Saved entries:
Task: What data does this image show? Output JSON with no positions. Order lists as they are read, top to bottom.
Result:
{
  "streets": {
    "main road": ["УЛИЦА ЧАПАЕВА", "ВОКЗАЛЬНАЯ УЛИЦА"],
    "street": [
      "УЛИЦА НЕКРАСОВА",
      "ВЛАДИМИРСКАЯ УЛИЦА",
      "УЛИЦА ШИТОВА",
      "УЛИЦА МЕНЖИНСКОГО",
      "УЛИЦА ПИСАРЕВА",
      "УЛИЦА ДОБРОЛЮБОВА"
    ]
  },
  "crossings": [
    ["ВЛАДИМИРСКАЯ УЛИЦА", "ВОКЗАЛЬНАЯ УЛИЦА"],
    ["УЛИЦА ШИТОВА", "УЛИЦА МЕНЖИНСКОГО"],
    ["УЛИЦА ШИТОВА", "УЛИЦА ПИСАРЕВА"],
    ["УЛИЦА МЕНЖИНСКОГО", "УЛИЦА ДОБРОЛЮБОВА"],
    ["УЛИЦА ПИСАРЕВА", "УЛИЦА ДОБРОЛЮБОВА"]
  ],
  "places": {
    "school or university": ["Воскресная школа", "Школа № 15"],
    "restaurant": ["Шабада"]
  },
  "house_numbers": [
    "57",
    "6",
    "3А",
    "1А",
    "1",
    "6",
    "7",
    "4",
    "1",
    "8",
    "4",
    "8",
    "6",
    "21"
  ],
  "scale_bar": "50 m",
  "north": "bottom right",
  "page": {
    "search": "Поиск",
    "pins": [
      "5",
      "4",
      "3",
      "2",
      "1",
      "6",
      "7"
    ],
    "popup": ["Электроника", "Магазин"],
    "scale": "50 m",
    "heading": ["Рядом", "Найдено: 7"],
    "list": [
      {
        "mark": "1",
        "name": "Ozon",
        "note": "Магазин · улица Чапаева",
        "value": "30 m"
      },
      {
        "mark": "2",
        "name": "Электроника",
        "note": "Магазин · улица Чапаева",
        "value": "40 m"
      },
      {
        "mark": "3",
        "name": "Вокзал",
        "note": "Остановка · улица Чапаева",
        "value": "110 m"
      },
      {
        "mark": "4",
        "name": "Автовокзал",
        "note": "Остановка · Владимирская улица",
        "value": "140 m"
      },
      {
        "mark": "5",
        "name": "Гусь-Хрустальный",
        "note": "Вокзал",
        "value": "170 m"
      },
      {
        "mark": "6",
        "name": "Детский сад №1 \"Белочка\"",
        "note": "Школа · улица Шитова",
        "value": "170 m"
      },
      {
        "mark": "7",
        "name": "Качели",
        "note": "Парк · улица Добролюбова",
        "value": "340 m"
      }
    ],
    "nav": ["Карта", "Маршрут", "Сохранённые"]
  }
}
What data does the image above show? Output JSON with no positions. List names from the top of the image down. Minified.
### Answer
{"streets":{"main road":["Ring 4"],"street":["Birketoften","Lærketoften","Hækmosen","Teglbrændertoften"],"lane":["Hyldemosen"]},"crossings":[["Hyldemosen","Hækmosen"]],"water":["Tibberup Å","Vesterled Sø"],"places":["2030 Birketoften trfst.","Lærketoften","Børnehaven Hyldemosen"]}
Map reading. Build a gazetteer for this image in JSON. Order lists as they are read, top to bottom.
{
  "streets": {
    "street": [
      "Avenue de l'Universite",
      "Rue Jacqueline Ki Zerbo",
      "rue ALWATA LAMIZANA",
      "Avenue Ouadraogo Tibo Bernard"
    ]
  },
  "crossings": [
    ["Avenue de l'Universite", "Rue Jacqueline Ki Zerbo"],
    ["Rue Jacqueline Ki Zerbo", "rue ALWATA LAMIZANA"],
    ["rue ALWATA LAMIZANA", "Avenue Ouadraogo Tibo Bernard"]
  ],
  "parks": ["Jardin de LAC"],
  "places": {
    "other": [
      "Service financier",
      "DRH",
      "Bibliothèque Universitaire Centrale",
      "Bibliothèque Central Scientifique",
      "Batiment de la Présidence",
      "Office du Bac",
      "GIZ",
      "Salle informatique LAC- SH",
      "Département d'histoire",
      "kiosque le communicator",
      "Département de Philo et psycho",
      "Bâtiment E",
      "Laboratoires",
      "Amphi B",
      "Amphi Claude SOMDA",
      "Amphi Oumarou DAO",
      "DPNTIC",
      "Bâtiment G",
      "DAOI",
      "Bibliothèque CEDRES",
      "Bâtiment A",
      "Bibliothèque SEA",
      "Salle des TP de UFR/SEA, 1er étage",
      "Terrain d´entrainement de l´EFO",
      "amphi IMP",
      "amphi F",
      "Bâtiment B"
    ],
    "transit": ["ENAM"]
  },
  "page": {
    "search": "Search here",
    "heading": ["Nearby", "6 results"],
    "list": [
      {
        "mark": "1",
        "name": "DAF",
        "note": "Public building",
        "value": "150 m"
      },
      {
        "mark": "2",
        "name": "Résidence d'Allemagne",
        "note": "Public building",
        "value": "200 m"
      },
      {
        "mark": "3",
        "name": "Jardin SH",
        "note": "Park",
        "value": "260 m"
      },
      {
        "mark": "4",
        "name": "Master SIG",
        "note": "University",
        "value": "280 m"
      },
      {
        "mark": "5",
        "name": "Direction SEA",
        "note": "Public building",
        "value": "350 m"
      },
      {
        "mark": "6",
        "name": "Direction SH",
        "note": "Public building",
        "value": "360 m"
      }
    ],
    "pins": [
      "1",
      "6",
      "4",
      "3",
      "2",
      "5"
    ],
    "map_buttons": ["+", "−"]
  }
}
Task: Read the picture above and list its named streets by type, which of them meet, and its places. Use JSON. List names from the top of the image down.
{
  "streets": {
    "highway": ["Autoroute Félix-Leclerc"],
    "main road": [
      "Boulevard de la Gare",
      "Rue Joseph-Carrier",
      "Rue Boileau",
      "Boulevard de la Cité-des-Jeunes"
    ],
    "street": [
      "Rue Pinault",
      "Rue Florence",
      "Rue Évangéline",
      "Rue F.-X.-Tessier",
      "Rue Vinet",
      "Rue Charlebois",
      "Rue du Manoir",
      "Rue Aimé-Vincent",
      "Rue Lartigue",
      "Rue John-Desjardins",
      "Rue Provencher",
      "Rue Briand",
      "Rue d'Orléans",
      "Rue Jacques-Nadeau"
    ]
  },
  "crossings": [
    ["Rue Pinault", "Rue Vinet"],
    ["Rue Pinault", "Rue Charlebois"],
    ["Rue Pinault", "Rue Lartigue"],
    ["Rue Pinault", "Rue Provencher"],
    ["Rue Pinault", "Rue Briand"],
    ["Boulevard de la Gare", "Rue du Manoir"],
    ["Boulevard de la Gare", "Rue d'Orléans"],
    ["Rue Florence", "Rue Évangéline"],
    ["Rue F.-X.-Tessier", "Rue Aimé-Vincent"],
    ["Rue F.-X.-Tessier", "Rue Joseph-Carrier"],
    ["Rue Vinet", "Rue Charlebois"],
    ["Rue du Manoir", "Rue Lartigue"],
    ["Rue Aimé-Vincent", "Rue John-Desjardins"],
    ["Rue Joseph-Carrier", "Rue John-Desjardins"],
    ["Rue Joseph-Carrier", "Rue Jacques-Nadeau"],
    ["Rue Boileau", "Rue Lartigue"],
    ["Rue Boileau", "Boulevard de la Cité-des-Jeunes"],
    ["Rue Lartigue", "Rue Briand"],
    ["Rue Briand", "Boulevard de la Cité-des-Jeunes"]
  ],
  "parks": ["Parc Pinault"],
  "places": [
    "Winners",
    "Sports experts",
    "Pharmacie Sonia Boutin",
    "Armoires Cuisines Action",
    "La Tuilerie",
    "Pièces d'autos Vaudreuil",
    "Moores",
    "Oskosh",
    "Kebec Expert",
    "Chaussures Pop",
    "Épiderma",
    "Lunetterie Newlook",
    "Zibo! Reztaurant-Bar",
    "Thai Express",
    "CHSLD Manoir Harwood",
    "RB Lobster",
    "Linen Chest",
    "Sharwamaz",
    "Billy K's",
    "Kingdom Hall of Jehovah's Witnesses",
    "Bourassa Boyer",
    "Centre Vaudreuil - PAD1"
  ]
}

Problem details:
Show all lines from the data above in which the word "Desjardins" appears.

Exercise answer:
      "Rue John-Desjardins",
    ["Rue Aimé-Vincent", "Rue John-Desjardins"],
    ["Rue Joseph-Carrier", "Rue John-Desjardins"],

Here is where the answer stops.